Dataset entries
━━━━━━━━━━━━━━━━━━━━━━━━━━━━━━
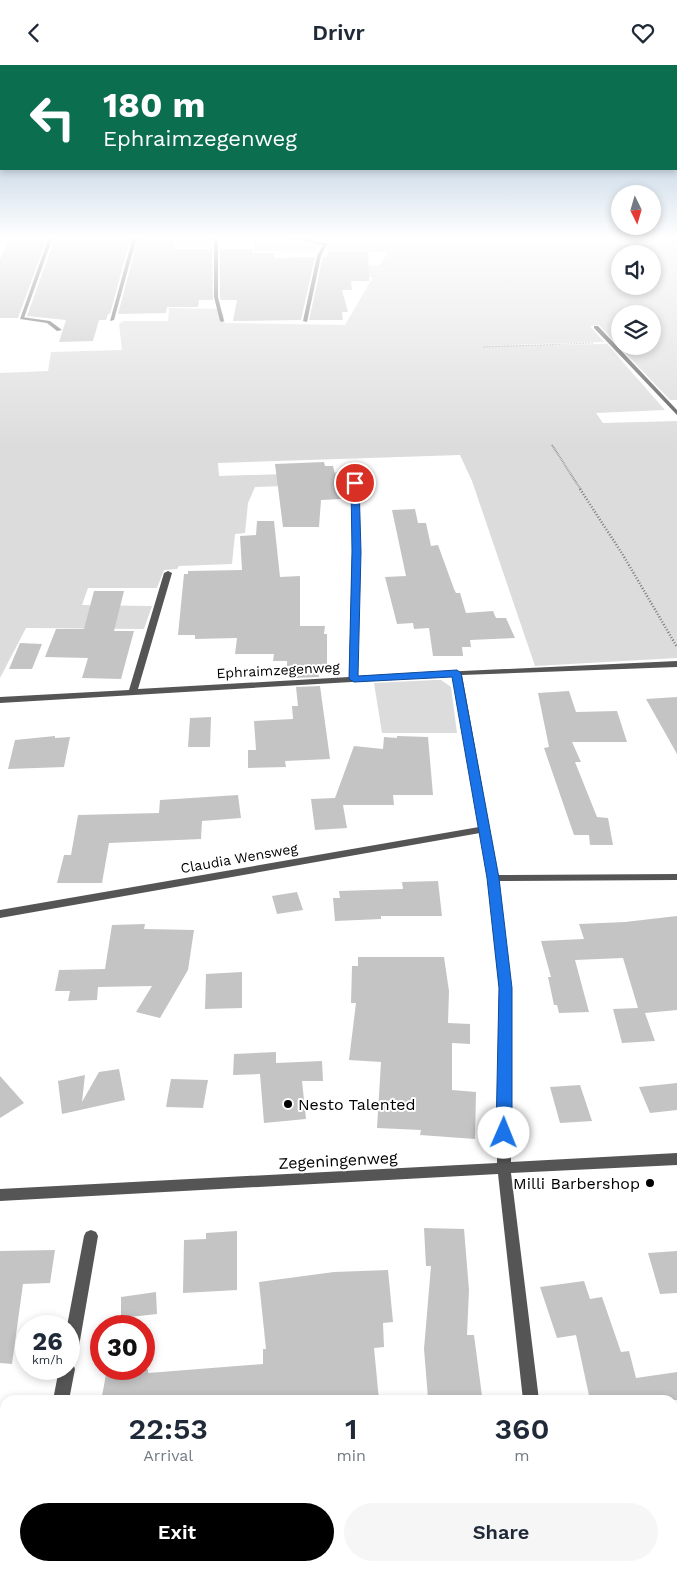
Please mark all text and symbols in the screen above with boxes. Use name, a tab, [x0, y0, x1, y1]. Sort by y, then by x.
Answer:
icon: back	[20, 19, 48, 47]
icon: heart	[629, 19, 657, 47]
text: Drivr	[312, 20, 365, 45]
text: 180 m	[103, 84, 206, 126]
icon: left	[20, 85, 85, 150]
text: Ephraimzegenweg	[103, 126, 297, 151]
north arrow	[611, 185, 661, 235]
map controls	[611, 185, 661, 355]
button: sound	[611, 245, 661, 295]
button: layers	[611, 305, 661, 355]
pin	[334, 462, 376, 504]
icon: arrive	[341, 469, 369, 497]
street label: Ephraimzegenweg	[216, 659, 341, 681]
street label: Claudia Wensweg	[179, 840, 299, 876]
place label: Nesto Talented	[298, 1095, 416, 1114]
marker: Nesto Talented	[282, 1098, 294, 1110]
position arrow	[477, 1106, 529, 1158]
street label: Zegeningenweg	[278, 1148, 398, 1173]
place label: Milli Barbershop	[513, 1174, 640, 1193]
marker: Milli Barbershop	[644, 1177, 656, 1189]
speed limit sign: 30	[90, 1315, 155, 1380]
text: 26	[32, 1327, 63, 1356]
text: km/h	[32, 1353, 63, 1367]
text: 22:53	[128, 1411, 208, 1446]
text: 1	[345, 1411, 357, 1446]
text: 360	[494, 1411, 550, 1446]
text: Arrival	[143, 1446, 193, 1465]
text: min	[337, 1446, 366, 1465]
text: m	[514, 1446, 530, 1465]
button: Exit	[20, 1503, 334, 1561]
button: Share	[344, 1503, 658, 1561]

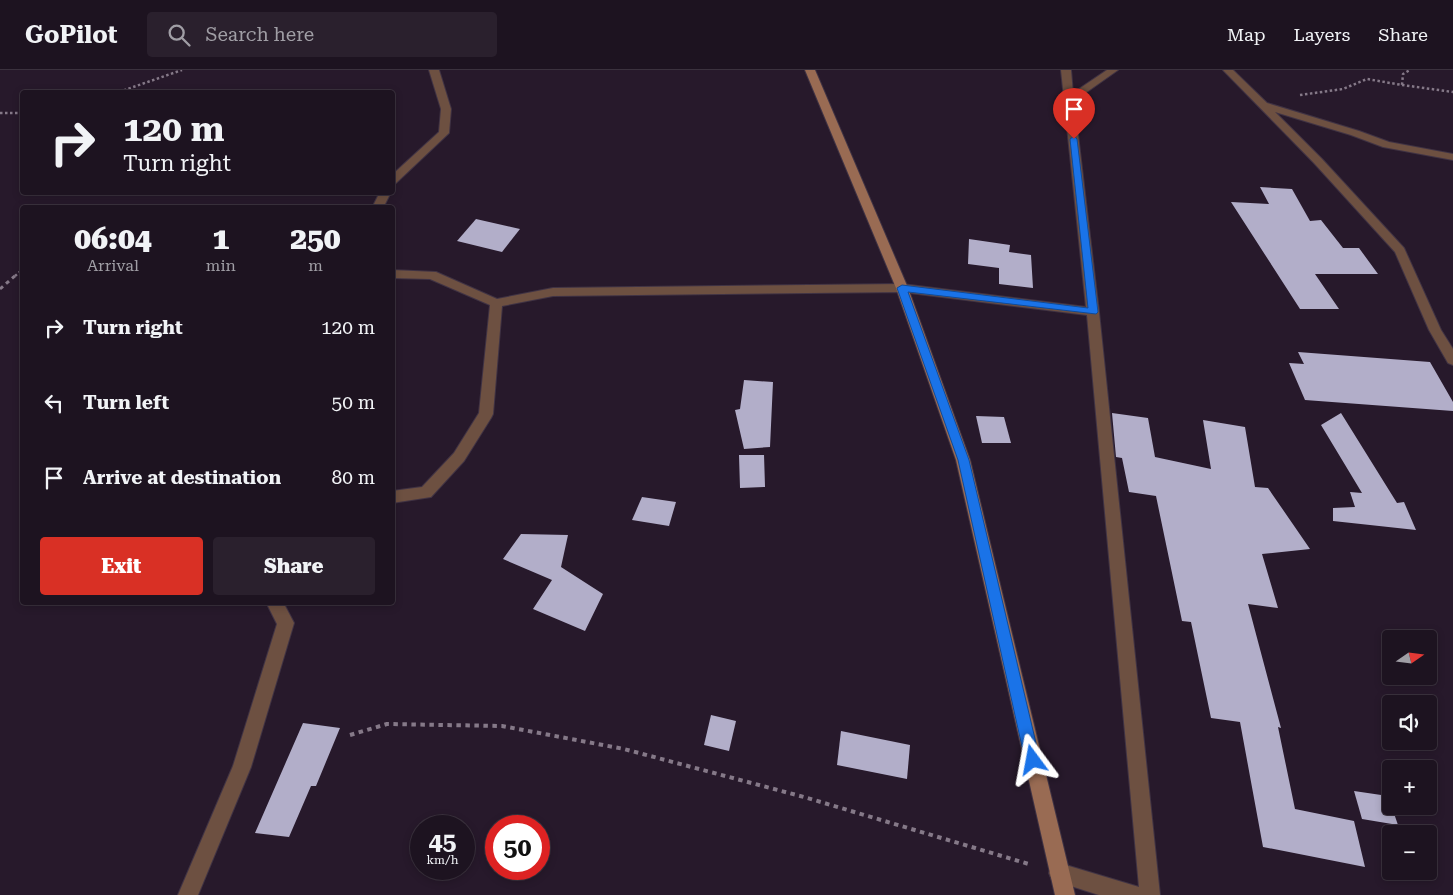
━━━━━━━━━━━━━━━━━━━━━━━━━━━━━━
*PROBLEM*:
Determine the number of lines in the data that include the word "Talented", and provide that number without comment.

*YOUR SOLUTION*:
2